J'espère que vous nous en parlerez.
Le roman de Bouillier est tellement énorme que je ferai des haltes bienvenues.
Vous ne manquez certainement pas de tact vous êtes juste réservé et c'est bien. Garant d'une éthique dans votre blog.

Anonyme a dit…

C'est, si je comprends bien, l'anti-Modiano? Ni mince, ni poétique, ni quoi encore?

Christiane a dit…

Ni...ni...ni... pourtant très douloureux mais cocasse pour cacher cette douleur.
Modiano ? pas tant éloigné que cela quand il cherche lui aussi des ombres dans ce quartier de Paris, tantôt celles qui touchent à la vie de cette femme tantôt celles qui touchent à sa vie. Il se souvient de Dora Bruder.
Mais effectivement il se garde de la poésie, de faire du beau, du pathos.. il a trop de fureur pour cela dans certains chapitres, trop de de douleur... car lui aussi a connu la solitude, la faim, le froid, l'errance et cette part de lui qui n'était pas aimée, par personne.
Ce qu'il donne à lire est très enchevêtré, un tourbillon interminable où il nage à contre-courant. Un texte parfois inextricable, sauvage. Il abonde en rappels, découvertes, digressions pour mieux cacher la blessure nue de son identité . Ce dialogue souvent drôle avec Penny pour faire des pauses, pour tenter de prendre des distances avec le passé. Alors, avec elle il joue à la dérision. Elle lui parle du covid de l'actualité, le charrie un peu sur son entêtement à faire ressurgir les mauvais souvenirs des années de guerre. Comme un surmoi qui veut le protéger sachant qu'il va au casse-pipe dans cette enquête, qu'il va morfler un max ! Penny semble lui dire : tire-toi, fuis tant qu'il est encore temps. Tu ne vas pas aimer ce que tu vas trouver. Laisse les morts enterrer les morts. Il n'y a que des absents ici. Va ailleurs. Respire. Mais il est entêté. Je sens que ça va durer vu le nombre de pages. Je prends le risque de le suivre. Après tout, rien ne me forçait à ouvrir ce livre, à tenter de le lire. Alors que me fait signe "Une heure de ferveur" de Muriel Barbery. Alors que j'ai ressorti "Le loup des steppes" de Hermann Hesse.
Allez donc savoir pour quelles raisons Soleil vert a sorti ce Conrad, cette histoire d'attentat dans un temps où on se souvient de l'horreur et de la douleur d'autres attentats dont celui de Nice. Allez savoir pour quelles raisons il évoque ce pauvre animal blessé qui meurt sur une plage, pour quelles raisons il écoute en boucle cette chanson de perte et de douleur. Pourquoi à ce moment précis quelqu'un lui vole son accès à la lumière.
On ne sait pas. Il y a des plages où s'attardant on coule à pic et pourtant la marée est basse... Alors on lit. On regarde le ciel à travers les pins. On respire une odeur de bleu et de résine. On écoute les cigales ou d'autres chants de la terre.
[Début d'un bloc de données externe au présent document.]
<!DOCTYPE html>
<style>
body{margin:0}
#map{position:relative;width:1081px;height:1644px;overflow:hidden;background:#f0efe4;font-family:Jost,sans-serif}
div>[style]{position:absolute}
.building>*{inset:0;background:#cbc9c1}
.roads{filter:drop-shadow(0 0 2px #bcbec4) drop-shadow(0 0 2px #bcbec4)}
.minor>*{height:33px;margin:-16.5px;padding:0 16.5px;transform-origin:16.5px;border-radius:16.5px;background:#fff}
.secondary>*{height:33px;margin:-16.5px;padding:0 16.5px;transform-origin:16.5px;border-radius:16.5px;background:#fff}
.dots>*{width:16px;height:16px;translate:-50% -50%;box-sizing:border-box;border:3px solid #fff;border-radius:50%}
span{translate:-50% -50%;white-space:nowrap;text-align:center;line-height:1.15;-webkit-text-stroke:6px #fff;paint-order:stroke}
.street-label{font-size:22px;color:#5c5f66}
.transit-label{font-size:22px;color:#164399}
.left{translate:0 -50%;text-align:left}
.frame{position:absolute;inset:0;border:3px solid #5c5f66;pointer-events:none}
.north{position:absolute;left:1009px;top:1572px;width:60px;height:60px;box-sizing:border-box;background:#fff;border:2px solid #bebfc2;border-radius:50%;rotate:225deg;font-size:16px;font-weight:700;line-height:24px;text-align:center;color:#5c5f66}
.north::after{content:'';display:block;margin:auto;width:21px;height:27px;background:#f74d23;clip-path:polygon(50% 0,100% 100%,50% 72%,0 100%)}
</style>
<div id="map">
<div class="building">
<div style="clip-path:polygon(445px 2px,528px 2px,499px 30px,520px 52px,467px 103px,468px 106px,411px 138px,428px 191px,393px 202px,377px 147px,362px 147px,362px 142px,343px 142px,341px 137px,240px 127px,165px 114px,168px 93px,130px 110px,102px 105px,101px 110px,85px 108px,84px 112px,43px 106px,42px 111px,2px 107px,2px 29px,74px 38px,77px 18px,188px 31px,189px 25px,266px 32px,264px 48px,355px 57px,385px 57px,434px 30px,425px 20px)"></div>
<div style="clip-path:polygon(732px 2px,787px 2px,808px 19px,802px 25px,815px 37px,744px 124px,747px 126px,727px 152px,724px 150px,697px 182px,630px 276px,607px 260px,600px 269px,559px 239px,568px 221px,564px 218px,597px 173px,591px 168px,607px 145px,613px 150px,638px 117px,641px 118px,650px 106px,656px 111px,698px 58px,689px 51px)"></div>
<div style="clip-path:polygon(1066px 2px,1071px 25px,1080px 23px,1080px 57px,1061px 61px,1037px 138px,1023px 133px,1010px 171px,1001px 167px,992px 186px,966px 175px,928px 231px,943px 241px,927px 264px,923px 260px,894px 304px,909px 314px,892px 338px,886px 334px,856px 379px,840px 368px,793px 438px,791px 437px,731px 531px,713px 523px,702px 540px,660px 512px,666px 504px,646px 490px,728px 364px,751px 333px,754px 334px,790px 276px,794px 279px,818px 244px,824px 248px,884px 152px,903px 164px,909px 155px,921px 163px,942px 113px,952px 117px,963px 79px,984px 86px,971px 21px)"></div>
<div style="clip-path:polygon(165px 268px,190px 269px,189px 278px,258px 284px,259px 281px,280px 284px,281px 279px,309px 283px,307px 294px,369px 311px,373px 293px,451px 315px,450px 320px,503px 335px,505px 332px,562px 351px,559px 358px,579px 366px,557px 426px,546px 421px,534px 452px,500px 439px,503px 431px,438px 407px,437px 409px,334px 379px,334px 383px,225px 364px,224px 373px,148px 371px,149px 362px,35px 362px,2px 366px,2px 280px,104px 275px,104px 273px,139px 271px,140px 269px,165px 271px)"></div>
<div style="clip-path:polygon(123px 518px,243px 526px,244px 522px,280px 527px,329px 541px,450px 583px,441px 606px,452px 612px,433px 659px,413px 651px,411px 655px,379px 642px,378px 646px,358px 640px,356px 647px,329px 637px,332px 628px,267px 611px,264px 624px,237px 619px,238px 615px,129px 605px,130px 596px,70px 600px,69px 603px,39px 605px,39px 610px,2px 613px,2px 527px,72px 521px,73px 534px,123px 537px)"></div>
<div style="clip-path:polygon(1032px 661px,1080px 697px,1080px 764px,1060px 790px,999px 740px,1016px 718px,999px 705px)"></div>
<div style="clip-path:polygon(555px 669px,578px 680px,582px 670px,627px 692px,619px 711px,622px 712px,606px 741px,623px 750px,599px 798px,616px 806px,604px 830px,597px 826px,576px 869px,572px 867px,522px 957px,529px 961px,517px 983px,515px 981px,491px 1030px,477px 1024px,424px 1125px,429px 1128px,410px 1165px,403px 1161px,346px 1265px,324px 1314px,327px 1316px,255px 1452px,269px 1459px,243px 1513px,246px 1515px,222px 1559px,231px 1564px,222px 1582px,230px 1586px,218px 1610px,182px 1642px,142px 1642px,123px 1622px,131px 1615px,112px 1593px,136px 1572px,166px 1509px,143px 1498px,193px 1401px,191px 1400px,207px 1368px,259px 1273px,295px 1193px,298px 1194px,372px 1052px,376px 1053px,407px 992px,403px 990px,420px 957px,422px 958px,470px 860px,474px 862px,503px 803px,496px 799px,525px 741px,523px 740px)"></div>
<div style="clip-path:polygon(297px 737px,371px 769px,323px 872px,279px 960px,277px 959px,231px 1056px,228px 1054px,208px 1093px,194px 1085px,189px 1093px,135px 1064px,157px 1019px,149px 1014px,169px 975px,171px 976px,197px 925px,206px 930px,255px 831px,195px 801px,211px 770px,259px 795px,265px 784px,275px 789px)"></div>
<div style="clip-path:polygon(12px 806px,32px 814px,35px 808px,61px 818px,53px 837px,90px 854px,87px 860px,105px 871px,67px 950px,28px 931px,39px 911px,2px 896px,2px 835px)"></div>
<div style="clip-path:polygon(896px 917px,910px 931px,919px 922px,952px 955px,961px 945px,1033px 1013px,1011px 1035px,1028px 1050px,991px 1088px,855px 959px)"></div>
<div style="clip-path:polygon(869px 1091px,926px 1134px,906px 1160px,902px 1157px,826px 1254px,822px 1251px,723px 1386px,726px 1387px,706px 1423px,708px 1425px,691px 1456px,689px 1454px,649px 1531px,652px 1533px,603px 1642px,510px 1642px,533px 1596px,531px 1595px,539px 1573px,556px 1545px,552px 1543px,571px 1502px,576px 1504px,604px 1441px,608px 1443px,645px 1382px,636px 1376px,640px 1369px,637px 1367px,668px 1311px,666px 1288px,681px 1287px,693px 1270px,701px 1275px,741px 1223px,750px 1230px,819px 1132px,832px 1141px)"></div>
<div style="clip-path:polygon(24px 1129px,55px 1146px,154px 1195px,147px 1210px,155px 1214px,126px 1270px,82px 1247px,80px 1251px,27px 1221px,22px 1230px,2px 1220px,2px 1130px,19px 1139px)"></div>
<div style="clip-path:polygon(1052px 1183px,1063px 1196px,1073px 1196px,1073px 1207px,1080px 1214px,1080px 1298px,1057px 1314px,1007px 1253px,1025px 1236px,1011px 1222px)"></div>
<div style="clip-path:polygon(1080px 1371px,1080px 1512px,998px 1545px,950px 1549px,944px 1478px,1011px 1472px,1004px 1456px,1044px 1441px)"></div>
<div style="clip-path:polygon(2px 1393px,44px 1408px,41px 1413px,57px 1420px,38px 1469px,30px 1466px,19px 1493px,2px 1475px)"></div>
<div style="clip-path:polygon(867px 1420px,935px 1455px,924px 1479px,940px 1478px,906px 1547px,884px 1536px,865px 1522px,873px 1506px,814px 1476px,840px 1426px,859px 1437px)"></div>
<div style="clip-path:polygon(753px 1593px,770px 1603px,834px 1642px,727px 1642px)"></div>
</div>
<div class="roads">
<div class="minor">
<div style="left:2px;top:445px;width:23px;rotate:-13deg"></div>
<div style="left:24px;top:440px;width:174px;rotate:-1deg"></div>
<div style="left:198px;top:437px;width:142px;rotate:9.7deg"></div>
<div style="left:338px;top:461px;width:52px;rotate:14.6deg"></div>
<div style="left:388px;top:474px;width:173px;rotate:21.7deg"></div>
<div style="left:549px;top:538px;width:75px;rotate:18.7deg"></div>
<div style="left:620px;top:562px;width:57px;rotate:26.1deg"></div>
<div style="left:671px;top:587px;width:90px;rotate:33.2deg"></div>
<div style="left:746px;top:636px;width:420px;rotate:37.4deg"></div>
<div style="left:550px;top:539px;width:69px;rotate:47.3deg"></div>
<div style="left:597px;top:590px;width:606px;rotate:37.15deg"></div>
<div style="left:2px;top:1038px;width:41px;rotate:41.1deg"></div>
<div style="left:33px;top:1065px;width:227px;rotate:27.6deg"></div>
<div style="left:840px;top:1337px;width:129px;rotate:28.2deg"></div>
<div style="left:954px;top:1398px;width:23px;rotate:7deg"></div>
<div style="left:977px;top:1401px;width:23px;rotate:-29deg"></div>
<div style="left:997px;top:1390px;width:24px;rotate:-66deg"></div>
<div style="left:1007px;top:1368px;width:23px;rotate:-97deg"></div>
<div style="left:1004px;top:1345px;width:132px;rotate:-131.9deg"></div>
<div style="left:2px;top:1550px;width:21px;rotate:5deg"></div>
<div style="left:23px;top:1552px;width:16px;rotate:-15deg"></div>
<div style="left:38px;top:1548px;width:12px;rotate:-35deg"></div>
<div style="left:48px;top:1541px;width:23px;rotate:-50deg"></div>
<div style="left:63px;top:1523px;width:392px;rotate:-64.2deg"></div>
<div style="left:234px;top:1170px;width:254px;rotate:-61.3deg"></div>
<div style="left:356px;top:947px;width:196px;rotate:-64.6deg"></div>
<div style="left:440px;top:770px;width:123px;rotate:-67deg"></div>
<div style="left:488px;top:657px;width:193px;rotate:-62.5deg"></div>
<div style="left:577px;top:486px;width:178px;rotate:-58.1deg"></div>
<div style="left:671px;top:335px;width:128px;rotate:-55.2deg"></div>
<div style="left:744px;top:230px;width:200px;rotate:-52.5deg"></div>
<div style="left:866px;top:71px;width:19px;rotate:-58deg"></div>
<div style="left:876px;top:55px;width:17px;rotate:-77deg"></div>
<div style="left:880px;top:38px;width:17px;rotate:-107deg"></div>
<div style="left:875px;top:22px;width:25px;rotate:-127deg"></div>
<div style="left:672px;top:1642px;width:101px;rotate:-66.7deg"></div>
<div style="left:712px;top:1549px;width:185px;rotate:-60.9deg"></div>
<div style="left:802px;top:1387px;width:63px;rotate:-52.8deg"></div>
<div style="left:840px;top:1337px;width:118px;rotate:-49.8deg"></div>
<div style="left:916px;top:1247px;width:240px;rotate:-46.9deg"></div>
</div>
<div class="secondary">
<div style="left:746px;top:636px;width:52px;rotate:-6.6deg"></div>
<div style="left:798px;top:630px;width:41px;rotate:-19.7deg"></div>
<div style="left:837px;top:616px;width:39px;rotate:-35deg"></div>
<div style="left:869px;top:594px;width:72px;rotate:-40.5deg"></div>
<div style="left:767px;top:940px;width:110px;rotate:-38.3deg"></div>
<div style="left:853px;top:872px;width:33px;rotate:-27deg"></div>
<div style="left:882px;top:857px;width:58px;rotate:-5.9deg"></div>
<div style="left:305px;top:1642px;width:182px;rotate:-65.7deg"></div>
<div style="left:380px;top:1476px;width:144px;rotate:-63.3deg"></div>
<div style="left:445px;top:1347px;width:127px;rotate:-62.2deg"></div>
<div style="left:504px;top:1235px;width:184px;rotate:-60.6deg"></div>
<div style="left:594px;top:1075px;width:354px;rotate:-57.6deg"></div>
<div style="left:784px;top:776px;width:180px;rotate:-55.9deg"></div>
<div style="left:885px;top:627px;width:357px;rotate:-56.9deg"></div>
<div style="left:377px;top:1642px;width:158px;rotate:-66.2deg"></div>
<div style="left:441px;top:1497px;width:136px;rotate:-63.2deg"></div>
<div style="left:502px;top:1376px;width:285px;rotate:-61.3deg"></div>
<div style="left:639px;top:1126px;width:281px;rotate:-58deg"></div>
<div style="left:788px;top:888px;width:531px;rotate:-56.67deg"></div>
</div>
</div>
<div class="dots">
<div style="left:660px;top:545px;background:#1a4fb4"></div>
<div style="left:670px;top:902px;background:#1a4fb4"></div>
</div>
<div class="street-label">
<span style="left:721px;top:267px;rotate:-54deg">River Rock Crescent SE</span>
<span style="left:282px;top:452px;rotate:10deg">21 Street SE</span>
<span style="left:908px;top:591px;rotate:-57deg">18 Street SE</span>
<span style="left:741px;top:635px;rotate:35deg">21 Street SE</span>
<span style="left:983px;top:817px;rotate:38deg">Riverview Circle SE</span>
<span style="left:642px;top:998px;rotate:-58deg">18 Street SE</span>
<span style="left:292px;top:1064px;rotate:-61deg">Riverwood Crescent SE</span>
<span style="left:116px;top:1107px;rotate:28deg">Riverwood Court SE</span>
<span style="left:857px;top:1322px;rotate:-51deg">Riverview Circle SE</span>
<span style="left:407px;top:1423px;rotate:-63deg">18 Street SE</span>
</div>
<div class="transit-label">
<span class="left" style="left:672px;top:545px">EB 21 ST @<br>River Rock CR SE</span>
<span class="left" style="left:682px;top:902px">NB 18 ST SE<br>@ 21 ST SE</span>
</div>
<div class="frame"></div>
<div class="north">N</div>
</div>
On se console avec des mots. On se blesse avec des mots. On est seul avec des mots. "On écoute "Like an angel passing through my room" en mémoire... Vivre, c'est perdre."... oui.

Christiane a dit…

Soleil vert, vous évoquiez Anna Frank il y a peu. Lola Lafon ( Quand tu écouteras cette chanson) l'évoquait hier, dans La Grande Librairie, elle qui a passé une nuit dans ce minuscule refuge où elle a survécu avec les siens et une famille accueillie par ses parents. Elle défend tout ce qu'elle a écrit, tout ce qu'elle est dans cette écriture mettant à mal l'image qu'on a voulu donner d'elle , trop aseptisée (films), rappelant qu'elle désespérait de l'homme, de son goût des guerres , de la violence. C'était une parole attendue.
Virginie Despentes était rugueuse à souhait, Laurent Gaudé juste dans ce qu'il a dit des livres de la litterature, de la violence. Trapenard à l'écoute. Un balayage de la finale des élèves lecteurs une comédienne a lu un passage de Cher connard avec subtilité. Le thème était Que faire quand un ami va au casse-pipe par son addiction ? Je suis désolée d'oublier son nom.
Il y a eu des paroles importantes malgré le fait qu'un écrivain ça écrit plus que ça ne dit.
Parfois je ne regardais pas leur visage, habituée à la radio plus qu'aux plateaux télé.

Christiane a dit…

Très bel article sur Lola Lafon et son livre :
https://www-lesechos-fr.cdn.ampproject.org/v/s/www.lesechos.fr/amp/1784387?amp_gsa=1&amp_js_v=a9&usqp=mq331AQKKAFQArABIIACAw%3D%3D#amp_tf=Source%C2%A0%3A%20%251%24s&aoh=16626156150127&referrer=https%3A%2F%2Fwww.google.com&ampshare=https%3A%2F%2Fwww.lesechos.fr%2Fweekend%2Flivres-expositions%2Flola-lafon-dans-la-chambre-danne-frank-1784387

Christiane a dit…

Pour rester dans cette ambiance funèbre, chez Bouillier, découverte du journal tenu par le grand-père prisonnier de guerre. "Il avait 21 ans quand il est parti et29 quand il est rentré".
Et il lit les pages que son grand-père "a rempli d'une écriture minuscule et serrée, sans la moindre rature, sûrement en catimini, alors qu'interné depuis quatre mois dans la région de Nuremberg (oflag XIII A), il ne se doutait pas qu'il resterait prisonnier encore quatre années."
Des "pages qui racontaient ce qui s'était passé en juin 1940 sur le front de l'Est (...). Près de cent mille soldats ( cent mille !) Seront tués sur le front et deux cent cinquante mille blessés. Ce qui fait plus de six mille tués chaque jour. (...) On oublie à quel point elle fut "drôlement" meurtrière. A quel point énormément d'êtres humains peuvent mourir en très peu de temps, fauchés par des balles ou atomisés par des bombes et des obus."

Christiane a dit…

Suite
"Sans oublier les populations locales "évacuées n'importe comment ", jetées terrorisée sur les routes au milieu des bombardements allemands et des attaques de la Luftwaffe, incessantes, horribles, "des nuées de moustiques en plein été".

Christiane a dit…

Suite et fin de la citation :
Et ce grand-père voulait rejoindre sa section et "pendant des jours et des jours il avait cherché la 607 BAC le long de la Meuse (...) Des jours et des nuits à tourner sans fin dans le chaos et la chaleur, pire que Fabrice Del Dongo à Waterloo. (...) Ne trouvant rien ni personne pour l'aider, sinon des abris incendiés, des villages désolés (...). sans jamais cesser de penser à sa femme et à son "tout-petit" (son fils, mon père)".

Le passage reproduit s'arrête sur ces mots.